U.S. Natural Gas Prices Soar 7%
In the context of an oversupplied natural gas market with low prices, many top natural gas producers have announced plans to reduce production this year.
EQT Corporation, the largest natural gas producer in the United States, stated on Monday that it will implement a strategic production cut before March to address the lower benchmark natural gas prices in the U.S.
Starting from late February through March, EQT will cut its production by approximately 1 billion cubic feet per day, expecting a reduction in net production of about 30 to 40 billion cubic feet for the first quarter. One billion cubic feet of natural gas is sufficient to provide fuel for approximately 5 million American households for one day.

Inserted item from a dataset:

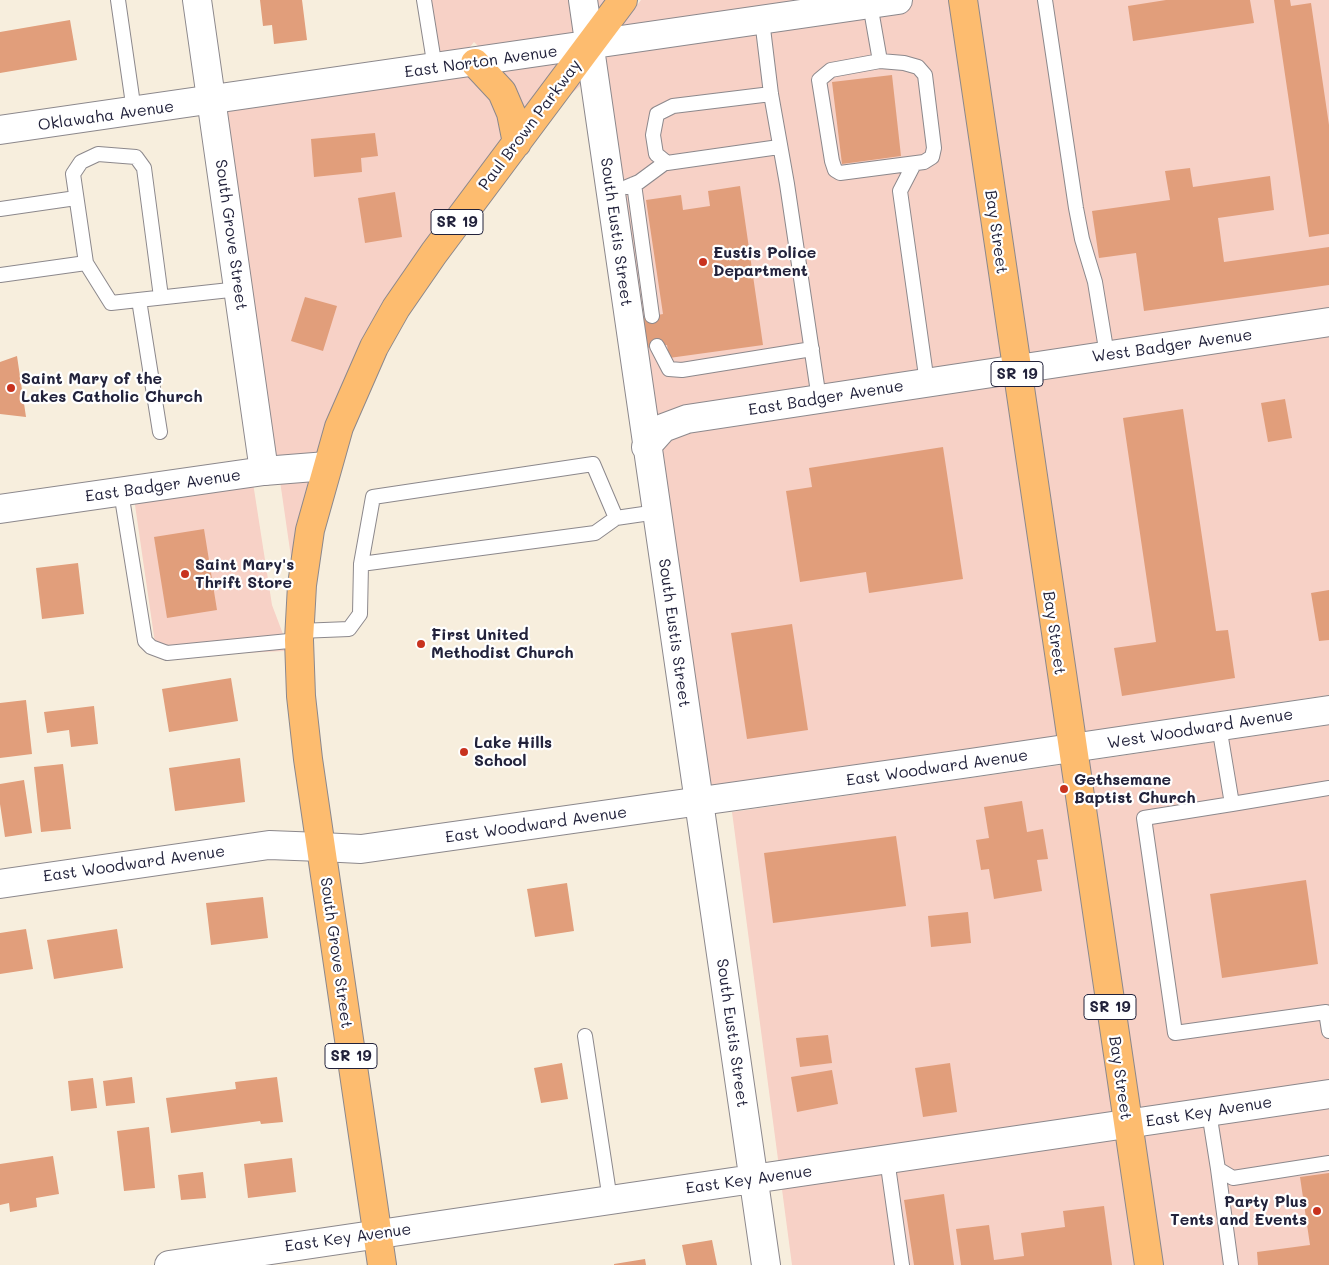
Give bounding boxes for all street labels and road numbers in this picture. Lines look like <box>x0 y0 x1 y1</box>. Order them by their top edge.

The company stated that this reduction is "in response to the low natural gas prices caused by the warm winter weather and the subsequent increase in inventories," and added that it will "reassess market conditions" by the end of this month.
In response to this news, U.S. natural gas futures rose by more than 7%, reaching $1.98 per million British thermal units (MMBtu).
The record natural gas production in 2023 and one of the warmest winters in decades have driven U.S. natural gas prices to their lowest levels in decades. At the end of February, the price fell to around $1.55 per MMBtu, the lowest level since 1995 (excluding the energy price collapse triggered by the COVID-19 pandemic in 2020).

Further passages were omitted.